I’ve had time to finish Final Fantasy 14: Dawntrail’s main story—which landed to a bit of a mixed reception late last month.

Before I have a good moan about it, though, I think our recent Final Fantasy 14: Dawntrail review (written by contributor Daniella Lucas) isn’t wrong in its assessment by any means. Things absolutely pick up in its latter half, there’s a lot to like, and I would be lying if I said I wasn’t emotionally invested in Wuk Lamat’s journey. But that might be why it’s bothered me so much.

While I had a good time overall, it’s one of those stories that’s marinated poorly in my head. The more I think about it, the more frustrated I get with its issues—which isn’t surprising. I’m the kind of person who gets more irate the closer to greatness something scrapes. To me, ‘almost fantastic, but overall fine’ feels more criminal than ‘just bad’.

High up on my list of mopes is the MSQ’s pacing. Now, granted, every single FF14 expansion does a bad job of this: Shadowbringers had a literal trolley problem take up hours of screen time, Heavensward starts off very slow, and Endwalker made you listen to a few hours of a climactic, “yeah, we’re doing it!” music while you were helping a bunch of nerds piece a spaceship together.

In the past, though, that pacing’s been mitigated by strong character development, beautiful dialogue, and a pretty good use of time spent with side-conversations and self-contained plots.

Alas, the beat-by-beat storytelling of Dawntrail was just plain weaker than usual—all of the pieces were there for something fantastic, and there were some very high points, but they just didn’t come together to form a proper whole for me. As such, that pacing problem, usually dismissible, was a huge part of the buzzkill.

If you feel similarly, it might surprise you to find that those issues also have some measurable roots. The vibes weren’t just off, they were downright stretched thin.

That’s thanks to FF14 story scholar Cyberfunk3 on Reddit, who has worked in conjunction with jesterxgirl to produce the following Google sheet measuring the total cutscene length for every expansion and (almost) every patch quest to date.

Now, granted, this isn’t actually a perfect measurement on its own. Cyberfunk3 has measured their cutscenes using the auto-scroll function (which clicks through non-voiced dialogue at a pace of your choosing) at around +5 speed. The average person will likely read faster than that, or skim over redundant information, which Dawntrail unfortunately has a lot of. Still, it works well for the objective of comparing the expansions to each other.

Cyberfunk3 has found that Dawntrail has a hefty 21 hours of cutscenes total by this metric. It’s only beaten out by the game’s last expansion, which served as the finale to around 10 years of storytelling—Endwalker was completely rammed with significant plot points and tear-jerking payoffs (and also bunnies, but I felt they were a nice breather from the rest of that story’s grim tone).

This is astonishing to me, because when I think of how dense Endwalker’s story is, it becomes just as clear how poorly Dawntrail uses its time—and justifies my lingering feeling that so much of it could’ve been salvaged in the editing room.
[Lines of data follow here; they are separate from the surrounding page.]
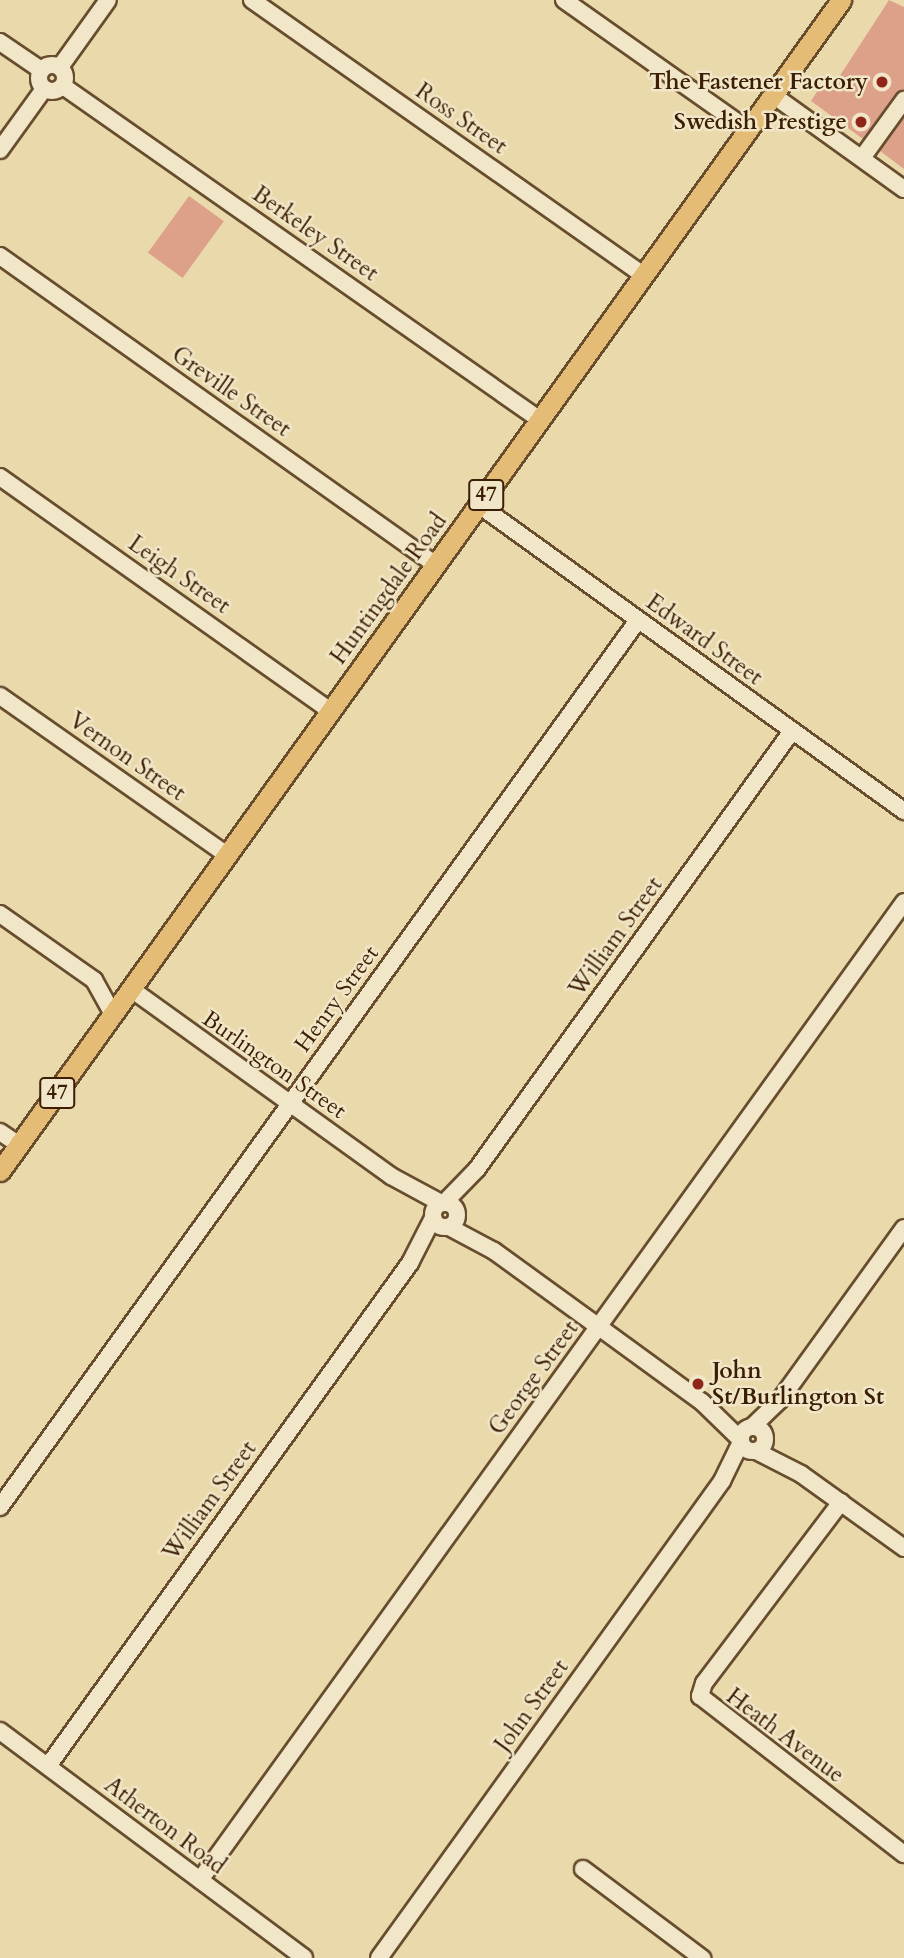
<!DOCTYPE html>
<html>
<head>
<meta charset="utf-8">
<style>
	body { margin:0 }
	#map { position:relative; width:904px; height:1958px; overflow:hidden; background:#ead9ab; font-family:Cardo,serif }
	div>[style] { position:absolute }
	.building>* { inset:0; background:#dda18a; transform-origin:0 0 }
	.roads { filter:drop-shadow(2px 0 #674d2e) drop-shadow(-2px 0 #674d2e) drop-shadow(0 2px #674d2e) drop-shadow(0 -2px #674d2e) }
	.minor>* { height:16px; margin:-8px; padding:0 8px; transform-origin:8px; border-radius:8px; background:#f1e6c8 }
	.minor>.ring { margin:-8px; padding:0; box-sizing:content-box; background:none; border:16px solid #f1e6c8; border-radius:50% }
	.major>* { height:19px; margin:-9.5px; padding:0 9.5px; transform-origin:9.5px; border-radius:9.5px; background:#e5bc76 }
	.dots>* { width:19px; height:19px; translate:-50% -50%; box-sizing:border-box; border:4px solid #f1e6c8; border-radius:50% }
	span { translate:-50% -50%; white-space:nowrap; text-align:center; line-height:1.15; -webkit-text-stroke:5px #f1e6c8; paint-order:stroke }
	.shield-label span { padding:2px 5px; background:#f1e6c8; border:2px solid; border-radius:5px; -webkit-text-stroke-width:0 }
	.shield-label { font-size:21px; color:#3b1e04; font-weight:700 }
	.poi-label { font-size:23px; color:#3b1e04; font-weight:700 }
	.right { translate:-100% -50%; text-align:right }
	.left { translate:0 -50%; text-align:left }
	.street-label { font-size:23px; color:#3b1e04 }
</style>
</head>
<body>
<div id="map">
	<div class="building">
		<div style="clip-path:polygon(889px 0,904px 7px,904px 90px,895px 94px,863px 139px,811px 101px,822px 84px,830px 91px)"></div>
		<div style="clip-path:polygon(904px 118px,904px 169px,880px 151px)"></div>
		<div style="left:189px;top:196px;width:43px;height:70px;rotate:36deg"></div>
	</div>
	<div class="roads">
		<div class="minor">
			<div style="left:252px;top:0;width:479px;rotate:35.1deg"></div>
			<div style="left:564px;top:0;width:225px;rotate:35.2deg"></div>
			<div style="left:0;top:42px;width:50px;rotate:34.3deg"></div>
			<div class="ring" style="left:39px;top:65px;width:10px;height:10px"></div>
			<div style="left:60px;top:67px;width:82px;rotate:-54.4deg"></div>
			<div style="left:63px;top:86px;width:582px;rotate:35deg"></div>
			<div style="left:773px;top:95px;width:161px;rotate:35.7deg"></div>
			<div style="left:0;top:150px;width:75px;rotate:-54.2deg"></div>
			<div style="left:862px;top:158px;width:72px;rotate:-54.1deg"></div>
			<div style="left:0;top:256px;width:534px;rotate:35.33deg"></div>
			<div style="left:0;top:477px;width:405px;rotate:35.3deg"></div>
			<div style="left:479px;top:505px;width:524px;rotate:35.75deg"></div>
			<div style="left:0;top:696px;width:277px;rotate:35deg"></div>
			<div style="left:0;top:914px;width:115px;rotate:35.1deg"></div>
			<div style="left:94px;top:980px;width:39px;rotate:61deg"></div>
			<div style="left:131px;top:989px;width:320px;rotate:35.7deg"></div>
			<div style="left:391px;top:1176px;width:57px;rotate:28.4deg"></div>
			<div style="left:0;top:1132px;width:23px;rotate:34deg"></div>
			<div style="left:445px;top:1202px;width:46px;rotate:-45.9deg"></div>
			<div style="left:477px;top:1169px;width:540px;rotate:-54.28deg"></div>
			<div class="ring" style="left:433px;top:1203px;width:8px;height:8px"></div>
			<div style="left:449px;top:1227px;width:51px;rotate:28.1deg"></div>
			<div style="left:494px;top:1251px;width:130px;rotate:35.9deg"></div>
			<div style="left:599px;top:1327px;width:127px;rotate:36.1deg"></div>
			<div style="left:702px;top:1402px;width:53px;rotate:44.2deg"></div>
			<div style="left:753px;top:1426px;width:37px;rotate:-44deg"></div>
			<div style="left:780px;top:1400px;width:212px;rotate:-54.2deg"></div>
			<div class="ring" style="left:741px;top:1427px;width:8px;height:8px"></div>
			<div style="left:756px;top:1451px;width:51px;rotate:27.1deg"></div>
			<div style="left:801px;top:1474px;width:127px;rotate:35.7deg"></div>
			<div style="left:841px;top:1502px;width:227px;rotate:127.1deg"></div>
			<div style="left:704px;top:1683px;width:14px;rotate:107deg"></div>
			<div style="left:700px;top:1696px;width:258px;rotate:37.8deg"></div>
			<div style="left:0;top:1507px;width:1093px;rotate:-54.27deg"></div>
			<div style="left:0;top:1731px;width:379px;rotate:36.7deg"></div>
			<div style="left:48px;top:1766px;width:620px;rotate:-54.26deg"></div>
			<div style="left:410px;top:1263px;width:51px;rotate:-62.9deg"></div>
			<div style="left:583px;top:1869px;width:149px;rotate:36.8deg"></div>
			<div style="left:200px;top:1880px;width:1205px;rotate:-54.25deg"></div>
			<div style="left:379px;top:1958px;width:588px;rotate:-54.28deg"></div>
			<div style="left:722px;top:1481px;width:43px;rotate:-64deg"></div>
		</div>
		<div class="major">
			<div style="left:0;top:1171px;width:1442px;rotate:-54.31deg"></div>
		</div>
	</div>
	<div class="dots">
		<div style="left:882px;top:82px;background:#8f2418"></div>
		<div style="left:861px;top:122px;background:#8f2418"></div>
		<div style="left:698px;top:1384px;background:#8f2418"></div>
	</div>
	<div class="shield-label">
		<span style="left:486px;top:495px">47</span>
		<span style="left:57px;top:1093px">47</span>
	</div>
	<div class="poi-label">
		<span class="right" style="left:868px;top:82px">The Fastener Factory</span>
		<span class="right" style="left:847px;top:122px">Swedish Prestige</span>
		<span class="left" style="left:712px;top:1384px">John<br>St/Burlington St</span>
	</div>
	<div class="street-label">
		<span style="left:461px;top:119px;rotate:35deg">Ross Street</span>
		<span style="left:315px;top:234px;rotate:35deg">Berkeley Street</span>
		<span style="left:231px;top:392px;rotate:35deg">Greville Street</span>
		<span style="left:179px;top:575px;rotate:35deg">Leigh Street</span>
		<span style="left:389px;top:589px;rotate:-54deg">Huntingdale Road</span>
		<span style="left:704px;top:640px;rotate:36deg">Edward Street</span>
		<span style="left:127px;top:757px;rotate:35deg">Vernon Street</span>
		<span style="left:616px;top:937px;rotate:-54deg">William Street</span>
		<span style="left:337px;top:999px;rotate:-54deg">Henry Street</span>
		<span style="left:274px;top:1065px;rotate:35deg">Burlington Street</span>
		<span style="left:534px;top:1378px;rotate:-54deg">George Street</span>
		<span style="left:210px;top:1501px;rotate:-54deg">William Street</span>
		<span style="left:532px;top:1706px;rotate:-54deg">John Street</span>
		<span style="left:785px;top:1736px;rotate:37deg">Heath Avenue</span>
		<span style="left:165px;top:1826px;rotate:37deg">Atherton Road</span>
	</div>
</div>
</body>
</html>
An even more interesting comparison happens when you put Dawntrail next to Stormblood, an expansion with a similarly mixed reception. Compared to Stormblood, Dawntrail has nine and a half hours more cutscenes—almost twice as many.

In a further explanatory thread, Cyberfunk3 also discovers that, despite Dawntrail and Stormblood having roughly the same amount of quests, Dawntrail has about 12 minutes of cutscenes per quest completed. In contrast, Stormblood averages less than six per turn-in. Meaning, despite having similar problems, Stormblood was overall—if the stats are to be believed—twice as economical with its storytelling than Dawntrail was.

As for why Dawntrail was so long? I really couldn’t tell you. Throughout my playtime, I’d often find myself deeply invested in a plot line or character moment, only to then be dragged back, nails-on-a-chalkboard, to some clunky exposition the next quest over. Characters kept going through information I was already familiar with, giving the same speech I’d already heard three times, and stating the obvious with criminal frequency. Meanwhile, side characters like Alisaie, Alphinaud, Erenville and (most disappointingly) Krile were almost silent until the game’s final act.

Dawntrail likely has a bigger cinematic budget, sure, but I don’t think this is the root cause either. While there were some beautifully-animated moments in the expansion, I actually felt like the overall quality was lower because of how many of them still relied on the cookie-cutter animations and nods.

On the plus side, Bakool Ja Ja is fun (and eerily thirsted over), and I still think there’s room to save the lingering characters and plot points in future patches—not to mention, everything outside of the MSQ has been superb, including side, role, and crafter/gatherer questlines. I’m going to sit on my complete thoughts for a while yet, but I just can’t help but wonder what the Dawntrail I could’ve played would have been like if Square Enix had simply pruned it just that bit more.